→ **Activity**: Only lines containing the word "symbols" belong in the answer; copy each one from the records.

→ **Raw data**:
************

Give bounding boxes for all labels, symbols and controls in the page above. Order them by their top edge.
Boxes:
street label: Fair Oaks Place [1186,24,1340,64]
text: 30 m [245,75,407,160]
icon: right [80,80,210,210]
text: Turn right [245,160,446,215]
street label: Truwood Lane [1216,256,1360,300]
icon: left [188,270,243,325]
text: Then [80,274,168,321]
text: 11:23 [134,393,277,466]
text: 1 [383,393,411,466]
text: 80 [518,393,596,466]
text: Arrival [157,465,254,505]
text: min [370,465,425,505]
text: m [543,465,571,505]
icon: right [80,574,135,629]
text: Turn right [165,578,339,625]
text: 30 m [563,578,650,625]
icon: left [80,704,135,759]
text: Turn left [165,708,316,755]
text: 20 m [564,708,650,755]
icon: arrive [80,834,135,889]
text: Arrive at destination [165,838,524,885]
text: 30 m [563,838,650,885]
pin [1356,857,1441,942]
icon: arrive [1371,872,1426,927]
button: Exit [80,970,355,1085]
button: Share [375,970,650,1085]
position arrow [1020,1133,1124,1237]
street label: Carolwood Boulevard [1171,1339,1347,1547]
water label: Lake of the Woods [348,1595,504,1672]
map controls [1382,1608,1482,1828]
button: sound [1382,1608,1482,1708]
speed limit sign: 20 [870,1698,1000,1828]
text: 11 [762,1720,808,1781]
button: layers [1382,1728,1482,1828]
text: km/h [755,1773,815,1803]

************

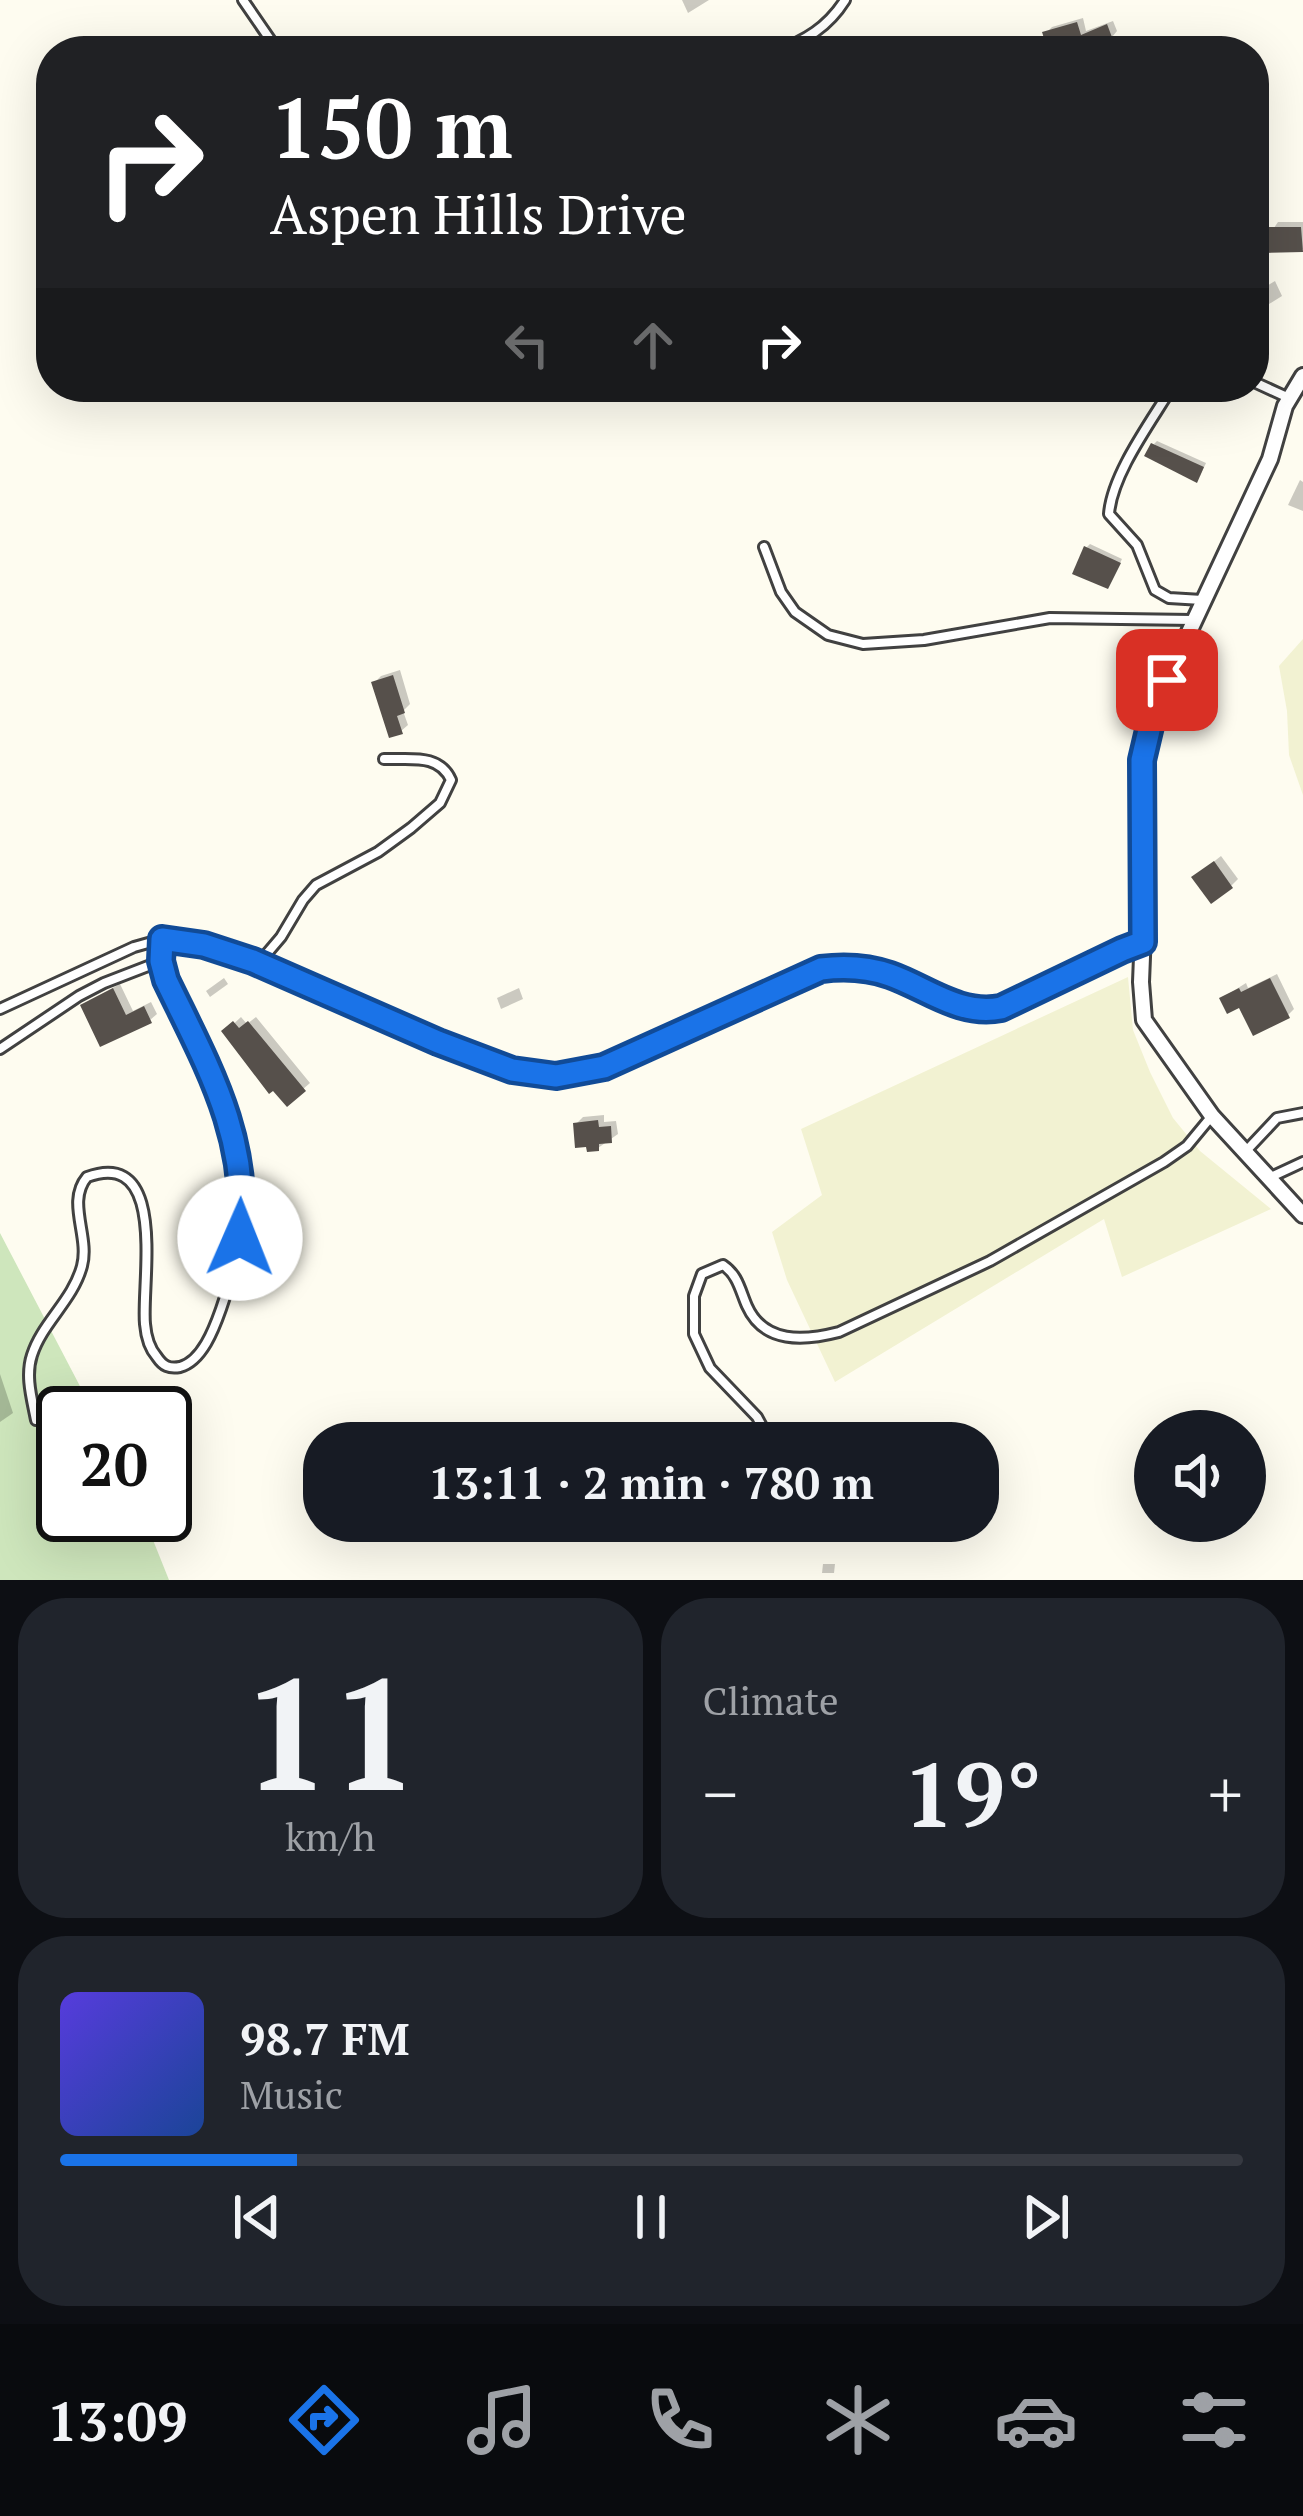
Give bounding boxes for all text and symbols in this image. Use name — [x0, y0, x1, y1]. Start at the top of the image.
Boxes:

************

→ **Solution to the exercise**:
Give bounding boxes for all labels, symbols and controls in the page above. Order them by their top edge.
Give bounding boxes for all text and symbols in this image. Use name — [x0, y0, x1, y1]. Start at the top of the image.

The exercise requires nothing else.